L’exportation des programmes audiovisuels français culmine en 2020

L’Europe de l’Ouest demeure le principal marché pour les programmes français (87 millions d’euros), suivie de l’Amérique du Nord (25,3 millions) et de l’Asie (16,6 millions). [Yulia Grigoryeva/Shutterstock]

L’export de programmes audiovisuels français a atteint en 2020 un plus haut historique depuis 25 ans avec un flux financier de 489 millions d’euros au total, selon une étude publiée mercredi (8 septembre) par le Centre national du cinéma (CNC) et la branche audiovisuelle d’UniFrance.

Ce montant, qui englobe l’ensemble des ressources financières venues de l’étranger, est tiré par un bond de près de 50 % des préventes de programmes (77,7 millions d’euros), la croissance des apports en coproduction (+3 % à 80,2 millions), des ventes stables mais à un niveau élevé (196,9 millions) et des dépenses en France pour des projets internationaux en légère hausse (+1 % à 134,3 millions).

« Cette capacité qu’ont eue nos professionnels à répondre à la demande mondiale de programmes tout au long de la crise sanitaire fait que paradoxalement 2020 a été une excellente année », a salué Dominique Boutonnat, président du CNC, lors d’une conférence de presse.

L’animation française demeure le premier genre vendu à l’international et représente 38 % des ventes. Elle est suivie par la fiction (24 % des ventes) et le documentaire (23,4 %) qui constituent l’essentiel des ventes.

En dix ans, ces trois genres ont décollé : l’animation et la fiction ont plus que doublé leurs ventes sur la période portées par des marques fortes dans l’animation, comme « Simon », « Molang » ou « Oggy », et un regain d’intérêt des plateformes de streaming pour les fictions en langues non anglophones.

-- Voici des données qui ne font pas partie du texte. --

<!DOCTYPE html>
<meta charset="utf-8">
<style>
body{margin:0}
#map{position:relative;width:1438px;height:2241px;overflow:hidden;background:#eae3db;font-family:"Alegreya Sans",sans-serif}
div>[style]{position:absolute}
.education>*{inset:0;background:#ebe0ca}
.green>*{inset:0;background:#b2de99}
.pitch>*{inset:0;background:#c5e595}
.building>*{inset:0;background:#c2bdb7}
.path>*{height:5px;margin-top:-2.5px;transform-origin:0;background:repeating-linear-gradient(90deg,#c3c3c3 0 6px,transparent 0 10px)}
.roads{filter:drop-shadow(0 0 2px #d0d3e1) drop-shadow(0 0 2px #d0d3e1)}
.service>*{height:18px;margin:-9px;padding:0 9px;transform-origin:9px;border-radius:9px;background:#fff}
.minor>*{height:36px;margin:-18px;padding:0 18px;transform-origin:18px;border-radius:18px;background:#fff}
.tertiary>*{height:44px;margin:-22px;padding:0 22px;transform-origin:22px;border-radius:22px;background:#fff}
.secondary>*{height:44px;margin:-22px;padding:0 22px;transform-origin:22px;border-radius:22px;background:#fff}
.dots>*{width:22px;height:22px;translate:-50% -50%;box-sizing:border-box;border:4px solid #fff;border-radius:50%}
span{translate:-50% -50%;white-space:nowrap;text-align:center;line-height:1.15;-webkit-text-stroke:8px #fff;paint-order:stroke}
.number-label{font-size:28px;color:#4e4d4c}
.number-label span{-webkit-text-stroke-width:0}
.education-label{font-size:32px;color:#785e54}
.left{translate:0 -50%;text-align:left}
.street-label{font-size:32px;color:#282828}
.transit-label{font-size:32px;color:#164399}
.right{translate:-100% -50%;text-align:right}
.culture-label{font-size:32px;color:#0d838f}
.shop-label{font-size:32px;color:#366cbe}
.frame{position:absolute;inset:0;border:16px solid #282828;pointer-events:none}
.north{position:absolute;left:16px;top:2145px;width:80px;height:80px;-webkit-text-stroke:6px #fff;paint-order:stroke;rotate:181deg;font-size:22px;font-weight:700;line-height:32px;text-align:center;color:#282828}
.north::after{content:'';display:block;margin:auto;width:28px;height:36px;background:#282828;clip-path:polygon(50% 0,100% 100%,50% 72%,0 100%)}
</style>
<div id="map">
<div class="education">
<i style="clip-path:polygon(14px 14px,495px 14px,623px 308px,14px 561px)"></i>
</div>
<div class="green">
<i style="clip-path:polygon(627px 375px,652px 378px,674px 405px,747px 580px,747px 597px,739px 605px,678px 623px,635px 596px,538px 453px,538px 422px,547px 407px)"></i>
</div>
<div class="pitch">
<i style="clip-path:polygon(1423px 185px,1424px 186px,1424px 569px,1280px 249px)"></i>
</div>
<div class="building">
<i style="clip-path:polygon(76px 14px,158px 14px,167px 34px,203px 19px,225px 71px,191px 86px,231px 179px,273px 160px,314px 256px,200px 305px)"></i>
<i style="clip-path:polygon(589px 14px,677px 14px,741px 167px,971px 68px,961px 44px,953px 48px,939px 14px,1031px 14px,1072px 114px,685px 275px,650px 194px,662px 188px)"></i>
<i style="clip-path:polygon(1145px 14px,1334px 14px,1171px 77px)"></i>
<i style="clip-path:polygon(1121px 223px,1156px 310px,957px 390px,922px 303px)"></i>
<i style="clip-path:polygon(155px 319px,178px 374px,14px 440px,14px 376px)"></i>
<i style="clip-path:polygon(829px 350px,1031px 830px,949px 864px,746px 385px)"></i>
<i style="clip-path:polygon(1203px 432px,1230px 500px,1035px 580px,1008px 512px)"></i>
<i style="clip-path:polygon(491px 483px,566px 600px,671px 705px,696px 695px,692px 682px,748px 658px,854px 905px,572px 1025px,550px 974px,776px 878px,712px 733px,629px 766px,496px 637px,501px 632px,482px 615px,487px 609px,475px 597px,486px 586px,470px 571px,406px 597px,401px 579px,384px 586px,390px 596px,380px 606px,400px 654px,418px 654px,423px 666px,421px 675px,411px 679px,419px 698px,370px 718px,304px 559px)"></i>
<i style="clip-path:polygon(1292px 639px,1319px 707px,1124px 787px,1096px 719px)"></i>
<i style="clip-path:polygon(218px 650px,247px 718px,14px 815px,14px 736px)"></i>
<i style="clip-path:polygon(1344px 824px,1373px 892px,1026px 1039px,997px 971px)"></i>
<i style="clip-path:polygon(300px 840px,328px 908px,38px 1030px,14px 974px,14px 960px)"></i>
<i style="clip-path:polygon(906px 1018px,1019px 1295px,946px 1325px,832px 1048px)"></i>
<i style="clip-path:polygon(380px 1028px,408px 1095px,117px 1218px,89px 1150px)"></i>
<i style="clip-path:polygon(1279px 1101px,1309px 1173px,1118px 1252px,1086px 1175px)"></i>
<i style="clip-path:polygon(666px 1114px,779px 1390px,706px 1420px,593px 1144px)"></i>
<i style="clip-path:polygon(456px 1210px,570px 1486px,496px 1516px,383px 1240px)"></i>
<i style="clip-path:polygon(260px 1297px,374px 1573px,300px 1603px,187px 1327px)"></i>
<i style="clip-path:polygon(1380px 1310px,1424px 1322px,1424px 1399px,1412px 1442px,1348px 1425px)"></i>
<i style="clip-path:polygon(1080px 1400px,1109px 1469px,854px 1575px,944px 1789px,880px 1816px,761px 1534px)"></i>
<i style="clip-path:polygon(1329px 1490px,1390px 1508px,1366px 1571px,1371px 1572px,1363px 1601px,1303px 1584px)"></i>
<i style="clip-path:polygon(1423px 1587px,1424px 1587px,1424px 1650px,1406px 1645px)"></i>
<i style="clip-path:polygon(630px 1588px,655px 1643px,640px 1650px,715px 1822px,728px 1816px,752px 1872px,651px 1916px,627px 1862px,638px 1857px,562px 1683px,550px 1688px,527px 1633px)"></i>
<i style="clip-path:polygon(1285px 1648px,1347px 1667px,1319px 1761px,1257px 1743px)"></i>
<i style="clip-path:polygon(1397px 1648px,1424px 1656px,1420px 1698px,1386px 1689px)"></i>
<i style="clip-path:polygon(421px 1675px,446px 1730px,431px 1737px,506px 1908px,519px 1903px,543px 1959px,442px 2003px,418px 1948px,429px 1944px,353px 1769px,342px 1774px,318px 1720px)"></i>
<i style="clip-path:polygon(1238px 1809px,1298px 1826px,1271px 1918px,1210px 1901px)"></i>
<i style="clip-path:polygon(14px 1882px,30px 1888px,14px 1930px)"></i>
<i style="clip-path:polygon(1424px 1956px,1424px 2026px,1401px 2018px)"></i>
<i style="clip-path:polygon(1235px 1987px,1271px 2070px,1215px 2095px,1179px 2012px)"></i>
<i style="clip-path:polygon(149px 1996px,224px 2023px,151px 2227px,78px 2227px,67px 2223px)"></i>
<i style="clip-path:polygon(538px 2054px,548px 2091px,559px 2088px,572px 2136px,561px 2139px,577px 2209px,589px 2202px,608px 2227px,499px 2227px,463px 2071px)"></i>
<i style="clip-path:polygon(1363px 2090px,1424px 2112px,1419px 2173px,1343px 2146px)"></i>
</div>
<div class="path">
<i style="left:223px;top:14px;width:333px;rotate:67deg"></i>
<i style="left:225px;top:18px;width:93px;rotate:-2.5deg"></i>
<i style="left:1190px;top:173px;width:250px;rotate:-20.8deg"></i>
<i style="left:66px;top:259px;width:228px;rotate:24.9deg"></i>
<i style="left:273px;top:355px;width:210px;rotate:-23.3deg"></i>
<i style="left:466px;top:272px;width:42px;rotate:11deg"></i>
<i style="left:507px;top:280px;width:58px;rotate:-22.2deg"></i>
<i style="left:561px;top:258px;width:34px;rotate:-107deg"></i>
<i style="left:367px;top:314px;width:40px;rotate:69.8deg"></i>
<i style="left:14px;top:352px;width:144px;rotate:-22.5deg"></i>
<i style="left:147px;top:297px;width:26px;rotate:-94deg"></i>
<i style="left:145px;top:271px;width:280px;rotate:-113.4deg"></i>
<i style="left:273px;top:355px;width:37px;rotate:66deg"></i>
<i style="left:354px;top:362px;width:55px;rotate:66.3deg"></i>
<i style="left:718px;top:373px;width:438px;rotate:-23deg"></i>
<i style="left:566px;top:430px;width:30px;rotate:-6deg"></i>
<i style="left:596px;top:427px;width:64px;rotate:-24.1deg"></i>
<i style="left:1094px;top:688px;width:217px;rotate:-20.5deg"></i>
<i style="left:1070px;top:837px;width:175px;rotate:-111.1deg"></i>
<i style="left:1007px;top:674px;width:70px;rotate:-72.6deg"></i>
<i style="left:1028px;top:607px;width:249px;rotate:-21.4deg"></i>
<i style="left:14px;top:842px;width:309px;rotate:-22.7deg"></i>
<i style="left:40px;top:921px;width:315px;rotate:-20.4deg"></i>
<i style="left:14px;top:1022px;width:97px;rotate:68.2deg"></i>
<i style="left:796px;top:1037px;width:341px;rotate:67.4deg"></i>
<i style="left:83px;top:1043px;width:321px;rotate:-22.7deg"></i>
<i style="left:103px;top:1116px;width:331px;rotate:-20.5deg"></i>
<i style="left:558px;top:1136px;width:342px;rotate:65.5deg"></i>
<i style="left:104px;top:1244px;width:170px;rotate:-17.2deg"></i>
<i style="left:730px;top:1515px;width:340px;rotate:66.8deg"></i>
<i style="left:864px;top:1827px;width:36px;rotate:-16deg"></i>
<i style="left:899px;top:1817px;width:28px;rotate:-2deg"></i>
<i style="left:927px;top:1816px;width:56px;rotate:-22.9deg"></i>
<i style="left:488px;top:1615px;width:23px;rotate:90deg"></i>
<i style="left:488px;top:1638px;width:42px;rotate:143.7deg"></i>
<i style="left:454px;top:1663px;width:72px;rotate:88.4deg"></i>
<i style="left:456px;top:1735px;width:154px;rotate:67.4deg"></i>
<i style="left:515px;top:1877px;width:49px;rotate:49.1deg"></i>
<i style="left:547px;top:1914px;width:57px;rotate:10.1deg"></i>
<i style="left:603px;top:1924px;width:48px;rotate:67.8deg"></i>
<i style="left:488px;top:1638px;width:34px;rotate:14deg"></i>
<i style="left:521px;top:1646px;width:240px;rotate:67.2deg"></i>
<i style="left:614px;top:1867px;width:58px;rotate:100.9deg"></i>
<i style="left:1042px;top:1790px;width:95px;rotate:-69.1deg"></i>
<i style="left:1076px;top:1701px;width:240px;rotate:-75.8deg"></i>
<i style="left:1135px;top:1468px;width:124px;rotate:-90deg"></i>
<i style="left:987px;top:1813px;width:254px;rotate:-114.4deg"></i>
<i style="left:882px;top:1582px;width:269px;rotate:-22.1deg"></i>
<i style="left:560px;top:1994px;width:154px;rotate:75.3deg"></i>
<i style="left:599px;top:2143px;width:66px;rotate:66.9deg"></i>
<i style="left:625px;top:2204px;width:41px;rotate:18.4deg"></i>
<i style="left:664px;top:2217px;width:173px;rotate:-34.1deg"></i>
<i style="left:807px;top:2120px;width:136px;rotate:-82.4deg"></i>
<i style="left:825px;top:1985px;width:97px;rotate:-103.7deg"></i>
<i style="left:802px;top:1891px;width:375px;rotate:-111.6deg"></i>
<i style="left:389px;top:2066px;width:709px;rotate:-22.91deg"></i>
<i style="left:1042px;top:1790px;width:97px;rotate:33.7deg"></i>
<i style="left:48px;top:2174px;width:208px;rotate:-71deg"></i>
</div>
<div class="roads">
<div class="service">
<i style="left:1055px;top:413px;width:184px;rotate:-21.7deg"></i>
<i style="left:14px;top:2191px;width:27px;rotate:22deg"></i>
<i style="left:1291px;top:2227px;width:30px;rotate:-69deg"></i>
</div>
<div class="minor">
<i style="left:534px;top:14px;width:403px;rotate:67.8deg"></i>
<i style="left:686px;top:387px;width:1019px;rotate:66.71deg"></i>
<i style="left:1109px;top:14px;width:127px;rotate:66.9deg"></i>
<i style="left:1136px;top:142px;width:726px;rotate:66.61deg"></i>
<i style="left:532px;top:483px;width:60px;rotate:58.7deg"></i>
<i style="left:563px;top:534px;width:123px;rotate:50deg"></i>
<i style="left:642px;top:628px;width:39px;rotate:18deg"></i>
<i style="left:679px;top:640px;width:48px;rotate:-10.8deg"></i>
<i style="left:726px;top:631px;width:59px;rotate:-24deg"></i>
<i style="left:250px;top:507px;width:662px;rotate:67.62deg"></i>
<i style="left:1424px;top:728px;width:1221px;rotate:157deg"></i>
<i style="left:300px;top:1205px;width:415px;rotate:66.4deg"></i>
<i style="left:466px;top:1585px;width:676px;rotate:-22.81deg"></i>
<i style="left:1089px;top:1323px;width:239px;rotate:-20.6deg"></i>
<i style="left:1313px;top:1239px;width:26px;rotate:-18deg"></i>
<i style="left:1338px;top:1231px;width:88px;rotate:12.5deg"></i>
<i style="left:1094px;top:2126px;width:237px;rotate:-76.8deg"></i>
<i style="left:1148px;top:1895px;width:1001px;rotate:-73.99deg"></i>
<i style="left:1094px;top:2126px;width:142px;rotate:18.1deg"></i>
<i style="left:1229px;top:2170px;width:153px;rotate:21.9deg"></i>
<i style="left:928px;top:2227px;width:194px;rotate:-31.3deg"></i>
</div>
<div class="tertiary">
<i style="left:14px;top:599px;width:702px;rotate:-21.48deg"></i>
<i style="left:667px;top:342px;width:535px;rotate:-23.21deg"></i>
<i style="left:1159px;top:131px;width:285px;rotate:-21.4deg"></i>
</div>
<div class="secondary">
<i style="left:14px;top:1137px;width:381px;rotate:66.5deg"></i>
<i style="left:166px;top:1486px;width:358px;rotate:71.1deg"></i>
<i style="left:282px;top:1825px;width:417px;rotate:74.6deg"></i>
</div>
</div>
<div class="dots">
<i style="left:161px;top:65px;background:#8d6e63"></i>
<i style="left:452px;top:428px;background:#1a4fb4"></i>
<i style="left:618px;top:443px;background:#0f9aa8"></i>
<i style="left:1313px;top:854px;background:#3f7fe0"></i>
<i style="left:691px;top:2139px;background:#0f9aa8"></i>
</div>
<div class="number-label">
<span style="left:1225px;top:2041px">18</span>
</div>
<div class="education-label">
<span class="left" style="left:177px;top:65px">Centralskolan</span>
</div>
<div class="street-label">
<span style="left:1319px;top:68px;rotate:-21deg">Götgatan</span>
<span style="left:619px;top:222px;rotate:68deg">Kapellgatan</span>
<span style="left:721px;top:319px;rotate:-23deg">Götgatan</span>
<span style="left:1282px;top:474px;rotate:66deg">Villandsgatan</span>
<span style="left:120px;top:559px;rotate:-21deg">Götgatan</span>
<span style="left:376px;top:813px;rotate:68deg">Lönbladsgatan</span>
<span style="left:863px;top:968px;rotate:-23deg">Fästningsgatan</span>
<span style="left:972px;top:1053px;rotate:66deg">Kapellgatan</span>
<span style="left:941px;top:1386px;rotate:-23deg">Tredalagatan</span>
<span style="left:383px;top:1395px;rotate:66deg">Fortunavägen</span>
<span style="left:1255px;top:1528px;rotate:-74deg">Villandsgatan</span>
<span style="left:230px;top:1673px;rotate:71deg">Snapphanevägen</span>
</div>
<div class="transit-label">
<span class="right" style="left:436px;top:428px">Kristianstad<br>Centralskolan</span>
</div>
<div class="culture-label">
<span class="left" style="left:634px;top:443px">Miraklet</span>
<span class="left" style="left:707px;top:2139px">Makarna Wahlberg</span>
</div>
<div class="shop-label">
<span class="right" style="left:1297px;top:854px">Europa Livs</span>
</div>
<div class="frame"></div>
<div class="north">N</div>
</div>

Le documentaire a enregistré en 2020 un record de ses ventes, marquant la reconnaissance d’« un savoir-faire français » dans ce domaine où les acheteurs sont très divers (chaînes de télévision de toutes catégories et plateformes), souligne l’étude.

Les programmes de « formats » — soit des concepts de programmes (jeux, divertissements, magazines) adaptables à l’étranger — ont représenté 10,8 % des ventes, une part en net recul en près de 10 ans (17,9 % en 2011)

L’Europe de l’Ouest demeure le principal marché pour les programmes français (87 millions d’euros), suivie de l’Amérique du Nord (25,3 millions) et de l’Asie (16,6 millions).

Les droits mondiaux ou « droits monde » (contrats de cession portant sur plusieurs territoires mondiaux) reculent après le niveau record de 2019, mais conservent un niveau suffisamment important (-2,8 % à 41,2 millions d’euros) pour en faire la deuxième zone d’export en 2020, un mouvement soutenu par la demande nourrie des plateformes de streaming.

Sur les programmes dits de stock — c’est-à-dire fiction (téléfilms, séries), animation, documentaires et spectacles vivants — la France « est le deuxième pays européen le plus représenté sur les plateformes à l’international, derrière le Royaume-Uni », ajoutent le CNC et UniFrance, sur la base d’une enquête menée par Ampère Analysis sur 465 catalogues de plateformes de streaming dans 49 pays.

Avec 1,6 % de l’offre de programmes sur ces plateformes internationales, la France est « la sixième nation, tous pays confondus » devant l’Allemagne, l’Espagne et l’Italie.

La production américaine domine (14,5 %) suivie par celle du Royaume-Uni (7,2 %) et des pays asiatiques (Japon 5,4 % ; Corée du Sud 3,1 % ; Chine 2,2 %).